Women’s Dept. exploring intervention program for batterers
When the sixteen days of activism activities wraps up next Wednesday, the task of finding ways to end domestic violence will continue in the background. One means by which the Women’s Department is exploring that issue is through an intervention program for batterers. In the country to discuss that possibility is the programme coordinator, director of Grenada’s program and a representative from UNIFEM. The batterers intervention program was first piloted in Grenada and is now in its seventh cycle, having successfully reached over a hundred men.

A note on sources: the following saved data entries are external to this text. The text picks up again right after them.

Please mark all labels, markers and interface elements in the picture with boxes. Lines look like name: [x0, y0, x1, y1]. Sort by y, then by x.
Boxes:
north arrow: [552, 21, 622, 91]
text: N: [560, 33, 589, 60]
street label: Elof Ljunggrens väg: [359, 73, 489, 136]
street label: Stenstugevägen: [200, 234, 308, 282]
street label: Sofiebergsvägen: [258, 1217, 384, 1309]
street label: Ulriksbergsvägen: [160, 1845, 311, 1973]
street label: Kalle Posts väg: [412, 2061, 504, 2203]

Shane Joseph, Program Coord., Grenada
“It’s about perpetrator accountability; that men begin to take ownership of their behaviour, begin to understand that violence is a choice and begin understand that they can solve their conflicts and their issues within their relationship by choosing alternative mechanisms apart from violence. The men initially are very resistant, but once they come into the program and they understand that it is about changing their behaviour and taking a desire to stop violence, most of them come on board by session four, five and are much more accommodating.”

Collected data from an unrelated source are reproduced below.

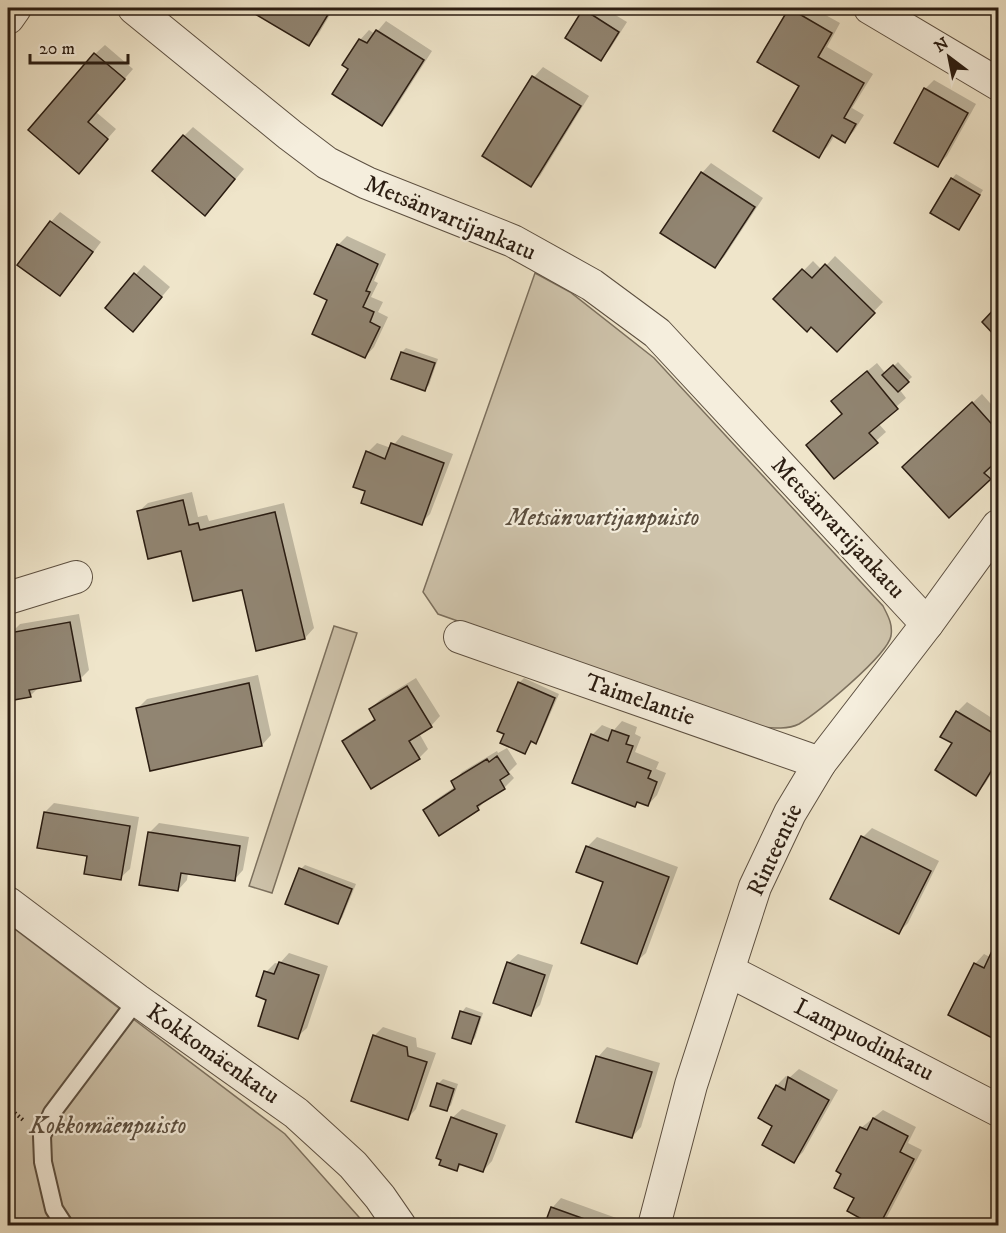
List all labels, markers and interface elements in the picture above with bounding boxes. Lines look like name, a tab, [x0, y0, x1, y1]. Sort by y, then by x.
scale bar	[30, 27, 128, 65]
north arrow	[919, 27, 979, 87]
text: N	[931, 33, 952, 57]
text: 20 m	[39, 38, 75, 60]
street label: Metsänvartijankatu	[360, 168, 540, 268]
street label: Metsänvartijankatu	[765, 451, 911, 605]
park label: Metsänvartijanpuisto	[505, 503, 700, 533]
street label: Taimelantie	[581, 667, 699, 733]
street label: Rinteentie	[741, 799, 809, 901]
street label: Lampuodinkatu	[789, 992, 939, 1088]
street label: Kokkomäenkatu	[141, 997, 285, 1111]
park label: Kokkomäenpuisto	[29, 1111, 186, 1141]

Jacqueline Sealy-Burke, Program Director, Grenada
“We are going to be meeting with the potential facilitators for this program. One of the key ingredients of this program is that it is delivered by a male and female co-facilitators. That is essential. So tentatively, today we will be meeting with the potential facilitators. We also have to meet with the judiciary, the magistracy because unless there is total buy-in from the court system, it’s really not going to work because the programme is a court connected program, so most of the referrals come from the legal system, from the court system.”
Shane Joseph
“Yes, we are meeting with all the partner agencies, but in order for this program to be sustainable, there must be the buy-in and the support from the government to take ownership of this program, because at the end of the day, it is all about building, capacity building and sustainability.”

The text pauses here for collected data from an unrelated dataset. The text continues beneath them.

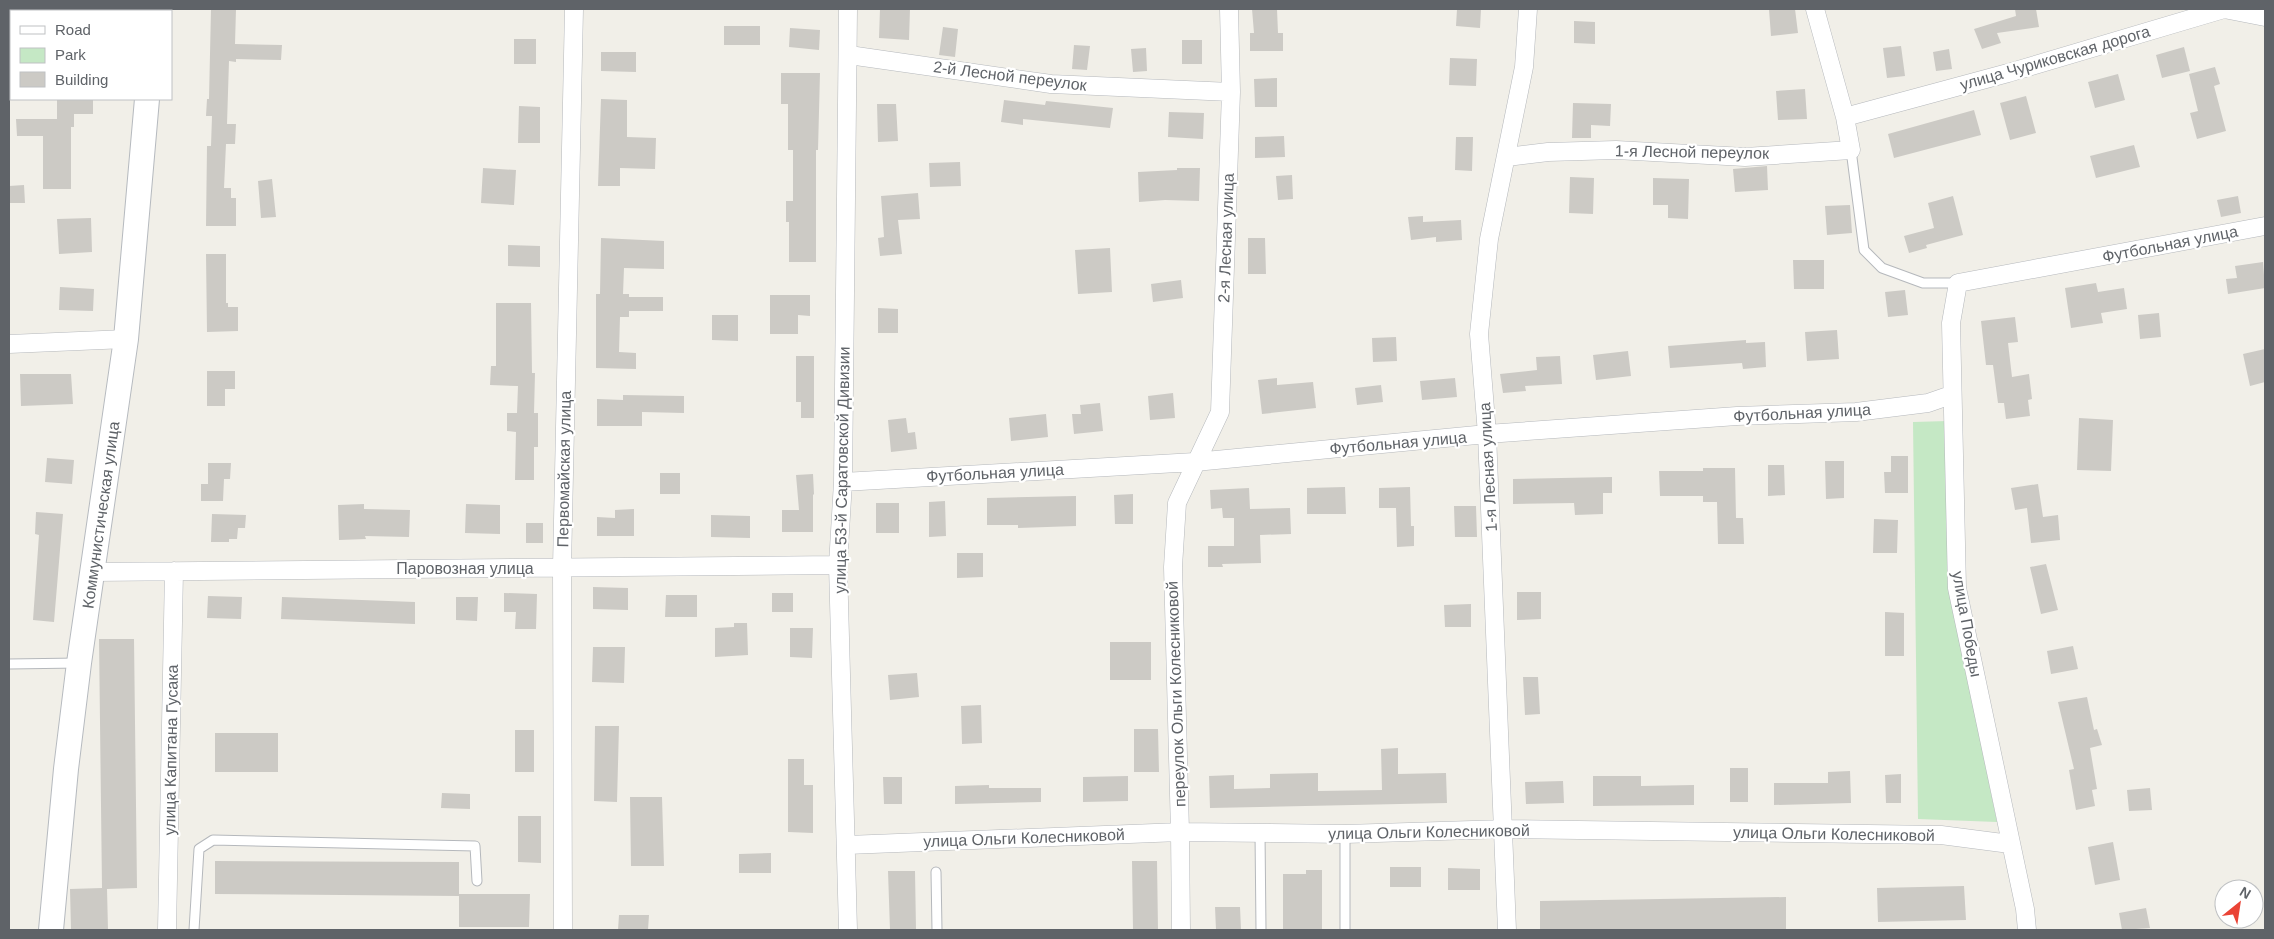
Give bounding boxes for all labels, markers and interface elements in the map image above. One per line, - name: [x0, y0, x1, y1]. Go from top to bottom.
- legend: [10, 10, 172, 100]
- text: Road: [55, 21, 91, 38]
- street label: улица Чуриковская дорога: [1958, 23, 2152, 93]
- text: Park: [55, 46, 86, 63]
- street label: 2-й Лесной переулок: [932, 58, 1089, 94]
- text: Building: [55, 71, 108, 88]
- street label: 1-я Лесной переулок: [1615, 142, 1770, 162]
- street label: 2-я Лесная улица: [1215, 173, 1237, 303]
- street label: Футбольная улица: [2101, 222, 2239, 265]
- street label: улица 53-й Саратовской Дивизии: [831, 346, 853, 594]
- street label: Первомайская улица: [554, 390, 574, 547]
- street label: Футбольная улица: [1733, 401, 1871, 425]
- street label: 1-я Лесная улица: [1476, 402, 1500, 532]
- street label: Коммунистическая улица: [79, 420, 123, 610]
- street label: Футбольная улица: [1329, 429, 1467, 457]
- street label: Футбольная улица: [926, 461, 1064, 485]
- street label: Паровозная улица: [396, 560, 534, 577]
- street label: улица Победы: [1949, 570, 1985, 678]
- street label: переулок Ольги Колесниковой: [1164, 581, 1188, 807]
- street label: улица Капитана Гусака: [161, 664, 181, 836]
- street label: улица Ольги Колесниковой: [1328, 822, 1530, 842]
- street label: улица Ольги Колесниковой: [1733, 824, 1935, 844]
- street label: улица Ольги Колесниковой: [923, 826, 1125, 850]
- north arrow: [2214, 879, 2264, 929]
- text: N: [2237, 883, 2254, 902]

Icilda Humes, Director, Women’s Department
“A lot of work has been done with the victims of domestic violence in our country in terms of providing support, in terms of providing services, in terms of ensuring that they are able to access justice, but not enough work has been done with the perpetrators. We hear of incidences where women are able to leave abusive situations and they move on with their lives and their partners move on with their lives. But in some cases the perpetrators move on with their lives but they move one to another partner and they perpetrate the same violence on that individual so the cycle continues. So we are not really addressing the problem as it pertains to the perpetrators of domestic violence. so definitely it is some that we need in this country and it is something that we need very quickly.”
The team will also be meeting with the ministers of Human Development and Finance. They leave on Friday.